A 72-week clinical study involving patients with chronic hepatitis B and liver fibrosis found that early decreases in liver stiffness measurements were primarily caused by reduced inflammation rather than actual regression of fibrosis.
At baseline and again after 72 weeks of treatment, researchers assessed the liver biopsies and liver stiffness measurements (LSM) of 82 treatment-naive patients with chronic hepatitis B and liver fibrosis who received entecavir combined with Biejia-Ruangan, a traditional antifibrotic herbal therapy.
By the end of the study period, liver enzymes such as alanine aminotransferase (ALT) and aspartate aminotransferase (AST) significantly decreased. Most of the patients also experienced reductions in LSM values. Histologic activity index (HAI) scores, used to assess liver inflammation, improved in 61% of patients, whereas fibrosis scores improved in only 38%. The difference was statistically significant (P = .003).
Correlation analysis revealed that LSM was more strongly associated with inflammation compared with fibrosis. The correlation between LSM and HAI dropped from r = 0.526 at baseline to r = 0.286 after 72 weeks, while correlation with fibrosis remained relatively stable (r = 0.677 to r = 0.587).
A key finding from the study was the result of a logistic regression analysis. The researchers found that improvement in inflammation significantly influenced the drop in LSM values (odds ratio [OR] = 1.018, 95% confidence interval = 1.002–1.031, P = .023), while fibrosis improvement didn't (OR = 0.994, P = .414). The results suggested that the early improvements seen in noninvasive stiffness measurements likely reflected inflammation control rather than a reversal of scarring in the liver.
Virologic suppression was achieved in most of the patients, with 87.8% of them reaching undetectable hepatitis B DNA levels. Liver function markers normalized, and noninvasive fibrosis indices such as FIB-4 and APRI decreased significantly. However, liver biopsy confirmed that fibrosis regression lagged behind improvements in inflammation.

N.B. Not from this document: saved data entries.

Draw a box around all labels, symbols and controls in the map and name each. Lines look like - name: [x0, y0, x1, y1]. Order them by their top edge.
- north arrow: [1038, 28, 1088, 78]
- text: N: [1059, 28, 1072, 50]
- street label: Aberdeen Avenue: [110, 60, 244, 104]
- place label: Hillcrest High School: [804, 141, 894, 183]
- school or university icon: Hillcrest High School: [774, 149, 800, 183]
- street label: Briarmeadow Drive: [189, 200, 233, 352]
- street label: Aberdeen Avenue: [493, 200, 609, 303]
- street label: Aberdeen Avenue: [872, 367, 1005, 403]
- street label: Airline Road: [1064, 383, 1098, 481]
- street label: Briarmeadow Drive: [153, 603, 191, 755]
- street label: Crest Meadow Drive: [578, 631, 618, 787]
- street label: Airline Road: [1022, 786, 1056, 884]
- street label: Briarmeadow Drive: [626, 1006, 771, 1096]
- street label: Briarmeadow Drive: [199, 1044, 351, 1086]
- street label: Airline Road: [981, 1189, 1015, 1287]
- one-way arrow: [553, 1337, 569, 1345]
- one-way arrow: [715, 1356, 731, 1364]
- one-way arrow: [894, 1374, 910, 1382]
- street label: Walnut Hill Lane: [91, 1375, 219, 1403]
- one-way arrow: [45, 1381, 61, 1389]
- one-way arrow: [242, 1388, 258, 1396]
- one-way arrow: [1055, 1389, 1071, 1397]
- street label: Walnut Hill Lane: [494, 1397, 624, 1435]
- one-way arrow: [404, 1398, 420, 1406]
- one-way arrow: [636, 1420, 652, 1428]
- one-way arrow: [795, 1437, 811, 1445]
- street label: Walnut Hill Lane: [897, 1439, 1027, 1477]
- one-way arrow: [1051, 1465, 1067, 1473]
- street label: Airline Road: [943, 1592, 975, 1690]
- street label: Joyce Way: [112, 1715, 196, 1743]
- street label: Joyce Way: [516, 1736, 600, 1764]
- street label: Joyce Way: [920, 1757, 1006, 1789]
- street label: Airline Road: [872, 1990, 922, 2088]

The researchers emphasized that liver inflammation can affect LSM readings and should be considered when interpreting early changes. Prior to treatment, LSM values increased with higher HAI scores, a trend that weakened after inflammation was reduced. This pattern suggested that active inflammation can elevate LSM independently of fibrosis severity.
The researchers noted that while LSM is widely used as a noninvasive surrogate for liver fibrosis, early treatment-related reductions may reflect inflammation resolution rather than structural changes in liver tissue.
The findings called for long-term, multicenter studies to validate the results and to refine strategies for monitoring fibrosis progression and treatment response in patients with chronic hepatitis B.
The authors reported no conflicts of interest.